** Opening Data to use block **

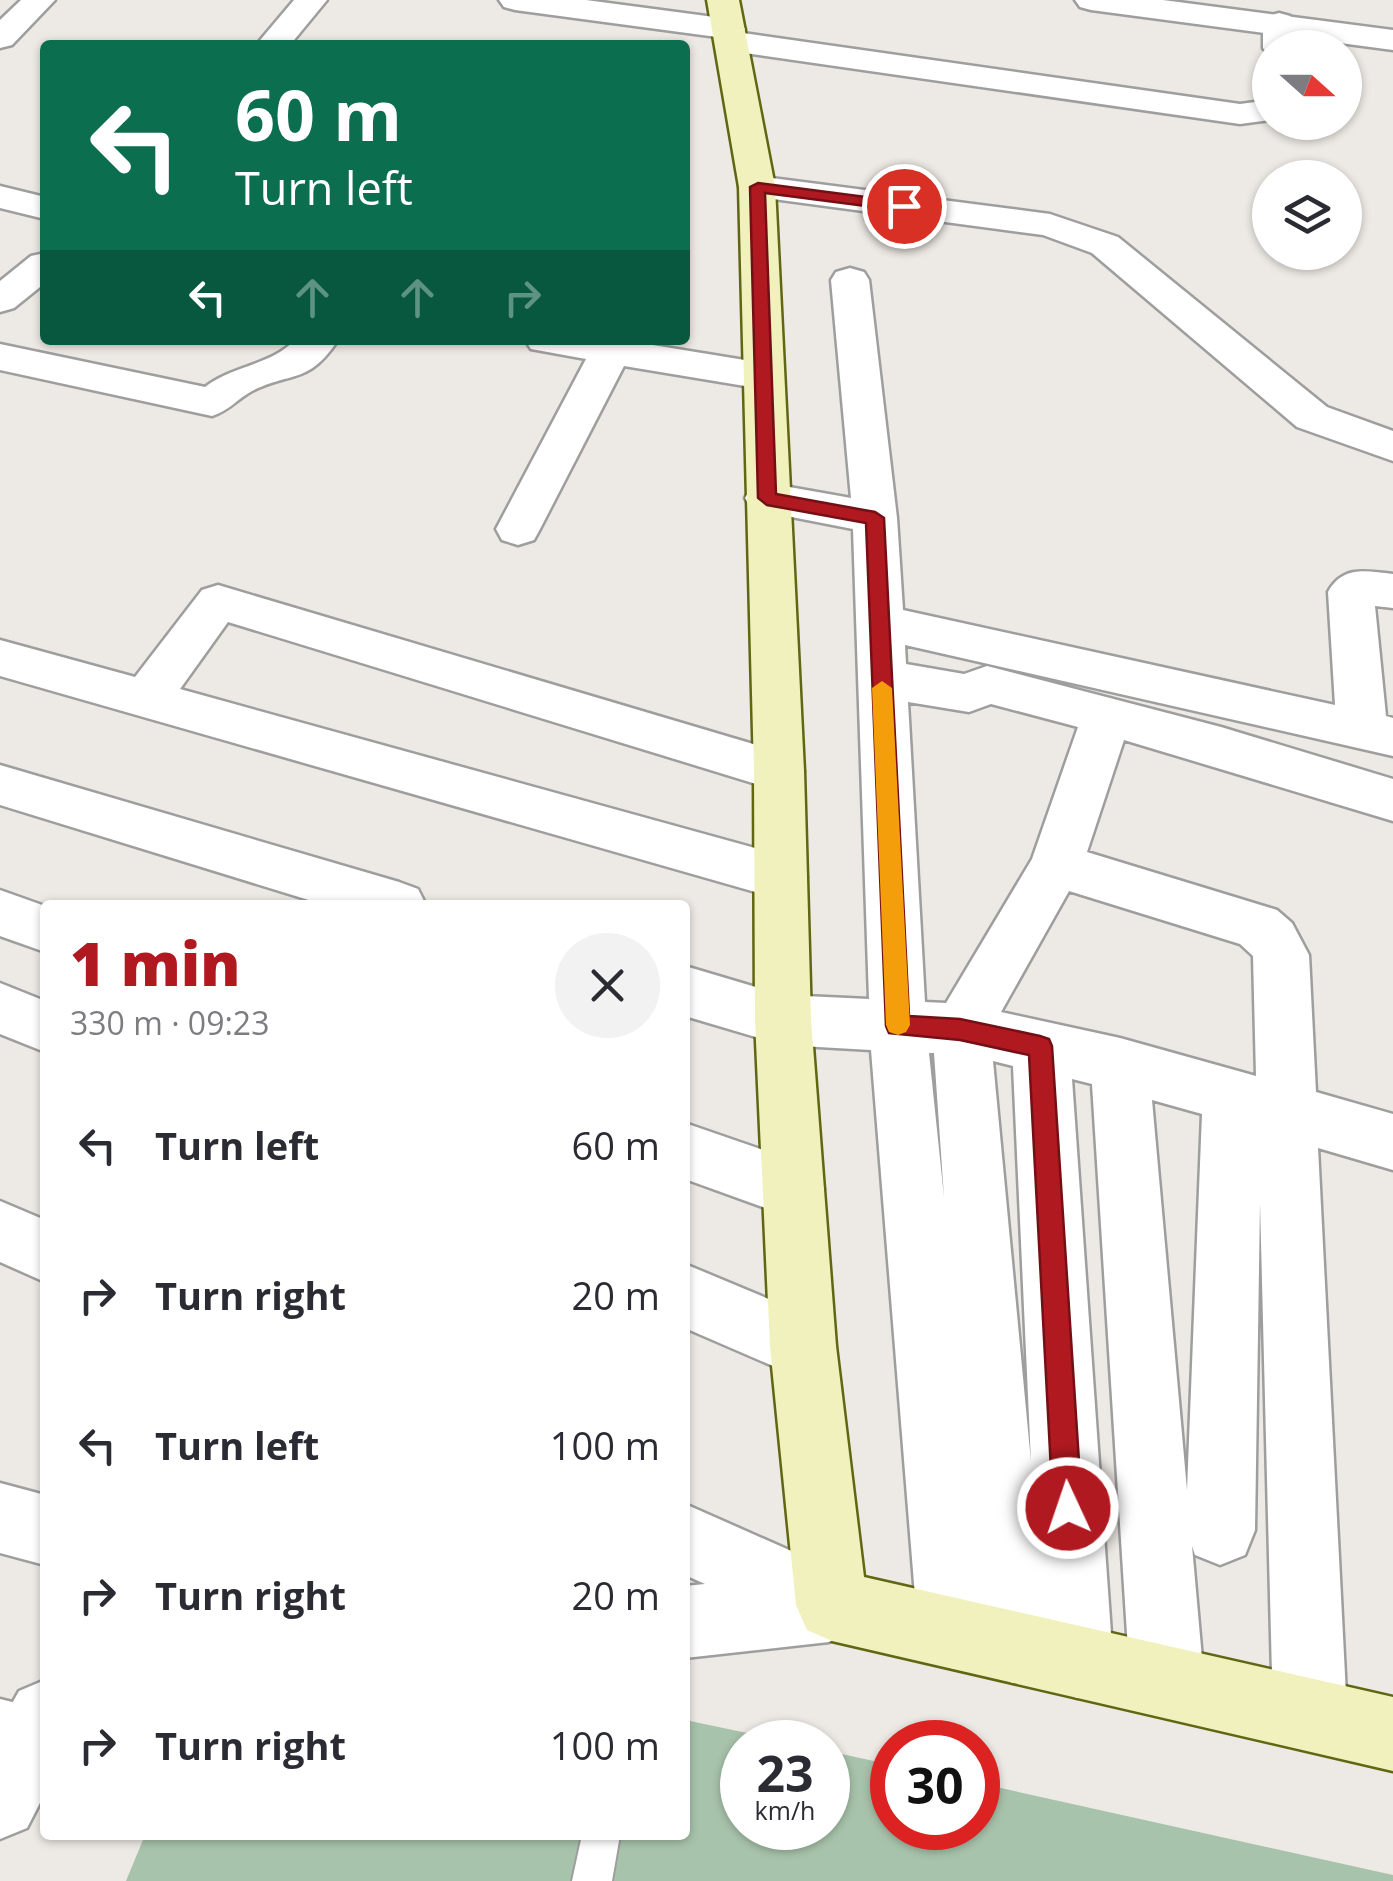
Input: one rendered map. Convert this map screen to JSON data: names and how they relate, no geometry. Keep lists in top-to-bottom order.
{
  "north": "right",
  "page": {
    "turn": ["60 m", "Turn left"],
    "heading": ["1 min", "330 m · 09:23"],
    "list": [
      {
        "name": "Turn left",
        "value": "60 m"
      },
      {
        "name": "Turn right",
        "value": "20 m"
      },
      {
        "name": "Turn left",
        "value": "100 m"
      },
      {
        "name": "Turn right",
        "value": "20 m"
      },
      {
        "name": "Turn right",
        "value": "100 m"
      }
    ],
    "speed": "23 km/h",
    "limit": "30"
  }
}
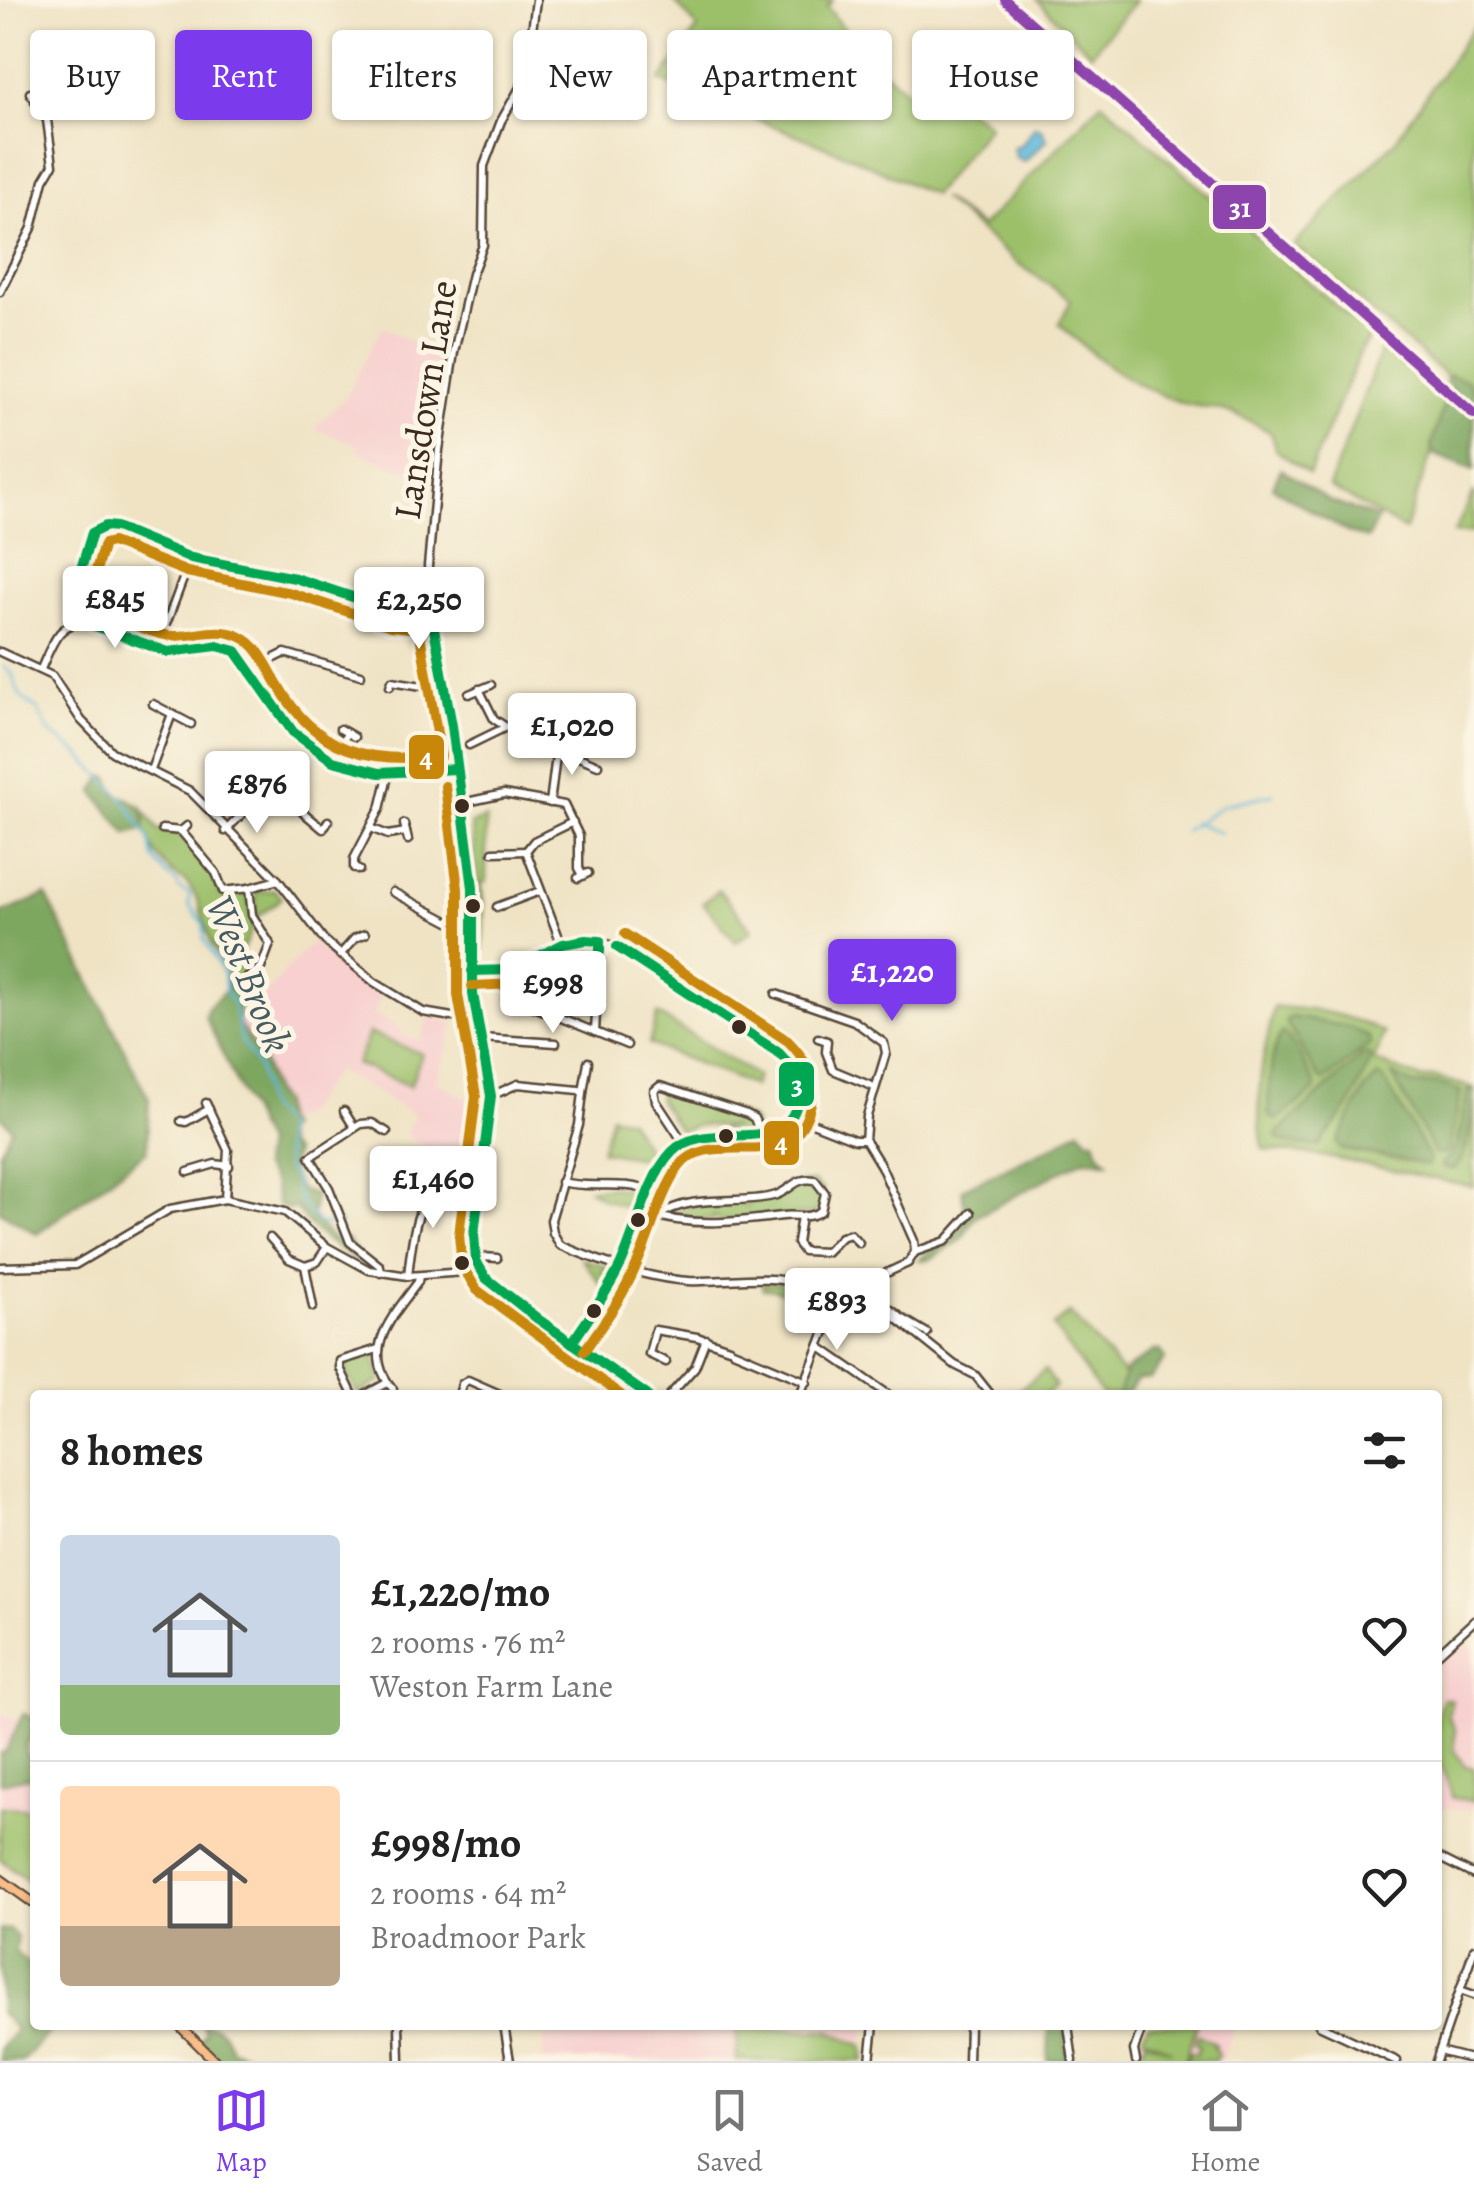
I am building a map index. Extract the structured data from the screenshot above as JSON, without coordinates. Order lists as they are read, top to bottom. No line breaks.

** Closing Data to use block **

Exercise –
Exactly as written, please copy out the whole set of records, skipping images.

Exercise result –
Input: one rendered map. Convert this map screen to JSON data: names and how they relate, no geometry. Keep lists in top-to-bottom order.
{
  "north": "right",
  "page": {
    "turn": ["60 m", "Turn left"],
    "heading": ["1 min", "330 m · 09:23"],
    "list": [
      {
        "name": "Turn left",
        "value": "60 m"
      },
      {
        "name": "Turn right",
        "value": "20 m"
      },
      {
        "name": "Turn left",
        "value": "100 m"
      },
      {
        "name": "Turn right",
        "value": "20 m"
      },
      {
        "name": "Turn right",
        "value": "100 m"
      }
    ],
    "speed": "23 km/h",
    "limit": "30"
  }
}
I am building a map index. Extract the structured data from the screenshot above as JSON, without coordinates. Order lists as they are read, top to bottom. No line breaks.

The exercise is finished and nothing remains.